* **INSTRUCTIONS TO FOLLOW**
Your job with the data below is to output exactly the lines from the one holding "height:22px; margin:-11px; padding:0" down to the one holding "position:absolute; left:20px; top:20px;", both included, and no others.

[Opening MATERIALS PROVIDED section]

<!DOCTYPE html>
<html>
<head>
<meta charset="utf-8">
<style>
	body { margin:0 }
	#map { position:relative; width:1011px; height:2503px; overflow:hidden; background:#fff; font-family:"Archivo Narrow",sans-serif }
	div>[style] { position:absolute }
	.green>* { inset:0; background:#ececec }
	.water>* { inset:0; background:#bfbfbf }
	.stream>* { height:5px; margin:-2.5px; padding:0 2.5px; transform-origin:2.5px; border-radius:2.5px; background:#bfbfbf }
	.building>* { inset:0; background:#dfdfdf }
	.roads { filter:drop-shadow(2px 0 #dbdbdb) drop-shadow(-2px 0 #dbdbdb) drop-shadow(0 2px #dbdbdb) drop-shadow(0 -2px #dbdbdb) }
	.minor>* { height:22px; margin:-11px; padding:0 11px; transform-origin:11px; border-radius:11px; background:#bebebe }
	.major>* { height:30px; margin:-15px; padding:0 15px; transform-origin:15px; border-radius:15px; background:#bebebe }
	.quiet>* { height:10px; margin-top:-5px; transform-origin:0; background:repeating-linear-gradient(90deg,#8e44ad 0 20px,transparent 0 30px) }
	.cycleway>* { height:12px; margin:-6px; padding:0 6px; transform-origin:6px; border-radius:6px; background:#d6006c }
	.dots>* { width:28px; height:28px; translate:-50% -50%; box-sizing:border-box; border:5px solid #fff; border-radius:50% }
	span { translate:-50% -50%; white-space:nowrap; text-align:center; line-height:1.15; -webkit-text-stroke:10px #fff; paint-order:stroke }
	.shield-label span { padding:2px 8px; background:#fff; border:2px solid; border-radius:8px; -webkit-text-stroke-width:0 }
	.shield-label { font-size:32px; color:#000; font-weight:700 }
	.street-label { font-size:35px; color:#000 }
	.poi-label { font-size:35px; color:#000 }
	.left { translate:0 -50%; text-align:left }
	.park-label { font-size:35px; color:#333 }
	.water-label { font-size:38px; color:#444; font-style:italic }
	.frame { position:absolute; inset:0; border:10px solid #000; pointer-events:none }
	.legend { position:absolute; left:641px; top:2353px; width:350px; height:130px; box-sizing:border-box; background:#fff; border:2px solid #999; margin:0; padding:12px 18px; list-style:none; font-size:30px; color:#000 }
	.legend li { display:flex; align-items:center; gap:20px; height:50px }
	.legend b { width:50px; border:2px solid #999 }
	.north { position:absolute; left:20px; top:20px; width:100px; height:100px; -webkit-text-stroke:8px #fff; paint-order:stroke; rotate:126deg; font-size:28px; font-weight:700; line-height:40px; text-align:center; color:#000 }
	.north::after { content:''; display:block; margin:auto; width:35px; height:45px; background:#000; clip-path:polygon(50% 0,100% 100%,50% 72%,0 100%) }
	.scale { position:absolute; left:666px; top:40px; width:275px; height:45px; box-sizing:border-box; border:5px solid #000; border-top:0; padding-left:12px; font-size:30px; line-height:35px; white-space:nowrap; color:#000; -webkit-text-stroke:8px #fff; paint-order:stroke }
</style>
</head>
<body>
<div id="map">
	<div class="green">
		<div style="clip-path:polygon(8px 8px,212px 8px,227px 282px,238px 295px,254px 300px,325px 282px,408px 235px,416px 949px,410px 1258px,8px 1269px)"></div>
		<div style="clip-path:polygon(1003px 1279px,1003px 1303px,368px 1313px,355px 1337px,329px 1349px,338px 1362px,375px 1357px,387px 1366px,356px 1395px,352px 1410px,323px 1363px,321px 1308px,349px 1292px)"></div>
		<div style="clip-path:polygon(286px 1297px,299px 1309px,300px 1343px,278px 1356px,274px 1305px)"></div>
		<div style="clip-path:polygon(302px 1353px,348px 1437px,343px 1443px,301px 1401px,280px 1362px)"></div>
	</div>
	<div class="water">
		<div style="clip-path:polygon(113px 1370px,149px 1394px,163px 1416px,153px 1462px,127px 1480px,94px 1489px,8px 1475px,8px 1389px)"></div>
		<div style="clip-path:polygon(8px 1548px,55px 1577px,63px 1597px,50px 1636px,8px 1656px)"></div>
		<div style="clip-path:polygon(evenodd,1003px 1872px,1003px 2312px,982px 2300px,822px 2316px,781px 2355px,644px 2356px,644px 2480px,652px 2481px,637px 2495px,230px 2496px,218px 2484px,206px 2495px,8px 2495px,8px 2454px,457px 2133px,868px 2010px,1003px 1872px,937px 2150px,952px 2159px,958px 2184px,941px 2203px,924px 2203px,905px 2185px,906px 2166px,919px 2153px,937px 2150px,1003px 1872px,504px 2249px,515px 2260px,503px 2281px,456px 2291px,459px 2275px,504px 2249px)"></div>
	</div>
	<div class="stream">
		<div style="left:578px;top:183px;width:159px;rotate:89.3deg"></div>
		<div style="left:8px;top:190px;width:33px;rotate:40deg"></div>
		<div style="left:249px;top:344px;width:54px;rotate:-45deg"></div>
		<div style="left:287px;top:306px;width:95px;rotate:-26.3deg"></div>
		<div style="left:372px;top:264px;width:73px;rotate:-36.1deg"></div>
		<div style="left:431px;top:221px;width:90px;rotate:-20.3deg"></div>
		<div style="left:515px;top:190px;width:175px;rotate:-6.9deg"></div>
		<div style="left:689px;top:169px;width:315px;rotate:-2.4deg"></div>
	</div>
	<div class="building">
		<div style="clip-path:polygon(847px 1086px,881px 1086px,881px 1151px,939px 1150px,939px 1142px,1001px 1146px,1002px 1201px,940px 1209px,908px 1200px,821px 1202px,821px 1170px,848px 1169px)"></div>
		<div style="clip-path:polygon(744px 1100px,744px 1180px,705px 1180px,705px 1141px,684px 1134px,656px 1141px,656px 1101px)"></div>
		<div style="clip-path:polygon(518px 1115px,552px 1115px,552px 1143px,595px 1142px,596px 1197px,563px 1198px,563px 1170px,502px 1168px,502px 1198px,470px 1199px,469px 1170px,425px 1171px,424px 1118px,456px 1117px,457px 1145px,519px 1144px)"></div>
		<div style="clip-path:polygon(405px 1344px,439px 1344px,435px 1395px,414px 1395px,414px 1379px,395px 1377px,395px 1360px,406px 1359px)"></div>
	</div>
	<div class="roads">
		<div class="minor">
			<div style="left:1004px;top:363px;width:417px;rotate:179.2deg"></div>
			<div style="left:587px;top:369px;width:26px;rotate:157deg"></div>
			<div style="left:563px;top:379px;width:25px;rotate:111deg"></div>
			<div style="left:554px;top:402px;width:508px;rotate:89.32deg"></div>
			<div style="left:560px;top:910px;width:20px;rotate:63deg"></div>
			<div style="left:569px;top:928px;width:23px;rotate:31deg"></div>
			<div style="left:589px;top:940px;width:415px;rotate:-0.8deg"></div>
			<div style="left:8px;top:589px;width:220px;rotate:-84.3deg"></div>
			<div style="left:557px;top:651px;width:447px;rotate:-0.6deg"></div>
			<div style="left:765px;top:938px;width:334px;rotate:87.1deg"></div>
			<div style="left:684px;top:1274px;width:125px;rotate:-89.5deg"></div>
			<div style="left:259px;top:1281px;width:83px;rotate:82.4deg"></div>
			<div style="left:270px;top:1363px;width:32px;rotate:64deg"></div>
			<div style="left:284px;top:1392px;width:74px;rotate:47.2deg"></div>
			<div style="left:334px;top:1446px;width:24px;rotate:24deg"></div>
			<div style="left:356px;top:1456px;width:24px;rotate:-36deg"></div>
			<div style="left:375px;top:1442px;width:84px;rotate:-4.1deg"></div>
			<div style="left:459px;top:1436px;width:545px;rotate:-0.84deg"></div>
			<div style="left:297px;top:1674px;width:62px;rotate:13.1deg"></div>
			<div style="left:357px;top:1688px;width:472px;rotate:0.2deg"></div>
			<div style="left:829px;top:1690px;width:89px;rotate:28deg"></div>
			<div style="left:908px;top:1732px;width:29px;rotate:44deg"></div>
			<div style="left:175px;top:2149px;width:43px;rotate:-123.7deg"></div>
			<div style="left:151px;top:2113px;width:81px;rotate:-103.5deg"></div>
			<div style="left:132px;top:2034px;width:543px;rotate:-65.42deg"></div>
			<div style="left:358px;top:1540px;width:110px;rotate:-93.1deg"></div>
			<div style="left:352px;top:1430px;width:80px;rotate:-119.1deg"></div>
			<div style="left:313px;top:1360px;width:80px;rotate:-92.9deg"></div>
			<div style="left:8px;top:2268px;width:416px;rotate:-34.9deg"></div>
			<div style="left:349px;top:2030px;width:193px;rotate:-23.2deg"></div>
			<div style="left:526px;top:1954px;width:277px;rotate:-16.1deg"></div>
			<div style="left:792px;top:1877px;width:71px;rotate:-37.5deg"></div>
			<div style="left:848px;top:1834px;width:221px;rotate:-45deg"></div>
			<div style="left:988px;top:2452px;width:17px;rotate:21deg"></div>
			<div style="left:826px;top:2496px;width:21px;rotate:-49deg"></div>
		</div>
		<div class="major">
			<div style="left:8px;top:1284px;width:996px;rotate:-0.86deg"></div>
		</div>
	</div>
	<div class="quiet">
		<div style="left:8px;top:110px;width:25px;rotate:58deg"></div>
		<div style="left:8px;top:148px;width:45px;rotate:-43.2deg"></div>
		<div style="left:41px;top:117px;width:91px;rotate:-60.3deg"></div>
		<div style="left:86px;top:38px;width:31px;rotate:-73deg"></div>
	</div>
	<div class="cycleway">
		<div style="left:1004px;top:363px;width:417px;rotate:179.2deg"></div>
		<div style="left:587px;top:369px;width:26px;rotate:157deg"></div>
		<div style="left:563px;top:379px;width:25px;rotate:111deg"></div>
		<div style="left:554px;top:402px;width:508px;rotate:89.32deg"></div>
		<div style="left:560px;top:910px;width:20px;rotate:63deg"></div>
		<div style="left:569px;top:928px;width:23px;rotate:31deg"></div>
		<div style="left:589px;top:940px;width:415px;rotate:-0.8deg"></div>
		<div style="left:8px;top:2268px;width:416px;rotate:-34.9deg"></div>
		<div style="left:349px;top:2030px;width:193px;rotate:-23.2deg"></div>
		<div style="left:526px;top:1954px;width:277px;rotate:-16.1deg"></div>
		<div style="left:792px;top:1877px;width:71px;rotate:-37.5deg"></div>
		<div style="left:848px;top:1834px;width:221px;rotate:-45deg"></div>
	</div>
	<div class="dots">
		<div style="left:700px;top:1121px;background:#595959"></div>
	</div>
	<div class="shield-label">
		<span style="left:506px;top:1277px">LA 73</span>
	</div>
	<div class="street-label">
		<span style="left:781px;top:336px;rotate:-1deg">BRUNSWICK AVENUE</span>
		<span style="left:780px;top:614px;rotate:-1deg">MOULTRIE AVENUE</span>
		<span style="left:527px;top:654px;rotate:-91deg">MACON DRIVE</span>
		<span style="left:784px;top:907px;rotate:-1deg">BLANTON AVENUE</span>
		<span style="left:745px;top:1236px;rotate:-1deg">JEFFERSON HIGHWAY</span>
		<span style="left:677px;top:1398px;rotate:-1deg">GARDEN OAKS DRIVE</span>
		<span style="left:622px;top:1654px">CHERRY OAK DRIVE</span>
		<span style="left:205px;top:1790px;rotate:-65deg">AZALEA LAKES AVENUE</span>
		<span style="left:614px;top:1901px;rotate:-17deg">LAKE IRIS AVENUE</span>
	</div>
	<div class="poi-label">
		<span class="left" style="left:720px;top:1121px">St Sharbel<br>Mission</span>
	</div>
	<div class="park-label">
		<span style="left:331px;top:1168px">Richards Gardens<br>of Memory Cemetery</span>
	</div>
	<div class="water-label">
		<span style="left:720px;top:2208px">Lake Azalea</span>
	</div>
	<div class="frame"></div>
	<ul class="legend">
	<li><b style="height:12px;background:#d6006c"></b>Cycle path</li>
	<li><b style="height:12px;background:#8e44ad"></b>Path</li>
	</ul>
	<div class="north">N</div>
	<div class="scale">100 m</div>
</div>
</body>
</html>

[Closing MATERIALS PROVIDED section]

* **RESULT**
	.minor>* { height:22px; margin:-11px; padding:0 11px; transform-origin:11px; border-radius:11px; background:#bebebe }
	.major>* { height:30px; margin:-15px; padding:0 15px; transform-origin:15px; border-radius:15px; background:#bebebe }
	.quiet>* { height:10px; margin-top:-5px; transform-origin:0; background:repeating-linear-gradient(90deg,#8e44ad 0 20px,transparent 0 30px) }
	.cycleway>* { height:12px; margin:-6px; padding:0 6px; transform-origin:6px; border-radius:6px; background:#d6006c }
	.dots>* { width:28px; height:28px; translate:-50% -50%; box-sizing:border-box; border:5px solid #fff; border-radius:50% }
	span { translate:-50% -50%; white-space:nowrap; text-align:center; line-height:1.15; -webkit-text-stroke:10px #fff; paint-order:stroke }
	.shield-label span { padding:2px 8px; background:#fff; border:2px solid; border-radius:8px; -webkit-text-stroke-width:0 }
	.shield-label { font-size:32px; color:#000; font-weight:700 }
	.street-label { font-size:35px; color:#000 }
	.poi-label { font-size:35px; color:#000 }
	.left { translate:0 -50%; text-align:left }
	.park-label { font-size:35px; color:#333 }
	.water-label { font-size:38px; color:#444; font-style:italic }
	.frame { position:absolute; inset:0; border:10px solid #000; pointer-events:none }
	.legend { position:absolute; left:641px; top:2353px; width:350px; height:130px; box-sizing:border-box; background:#fff; border:2px solid #999; margin:0; padding:12px 18px; list-style:none; font-size:30px; color:#000 }
	.legend li { display:flex; align-items:center; gap:20px; height:50px }
	.legend b { width:50px; border:2px solid #999 }
	.north { position:absolute; left:20px; top:20px; width:100px; height:100px; -webkit-text-stroke:8px #fff; paint-order:stroke; rotate:126deg; font-size:28px; font-weight:700; line-height:40px; text-align:center; color:#000 }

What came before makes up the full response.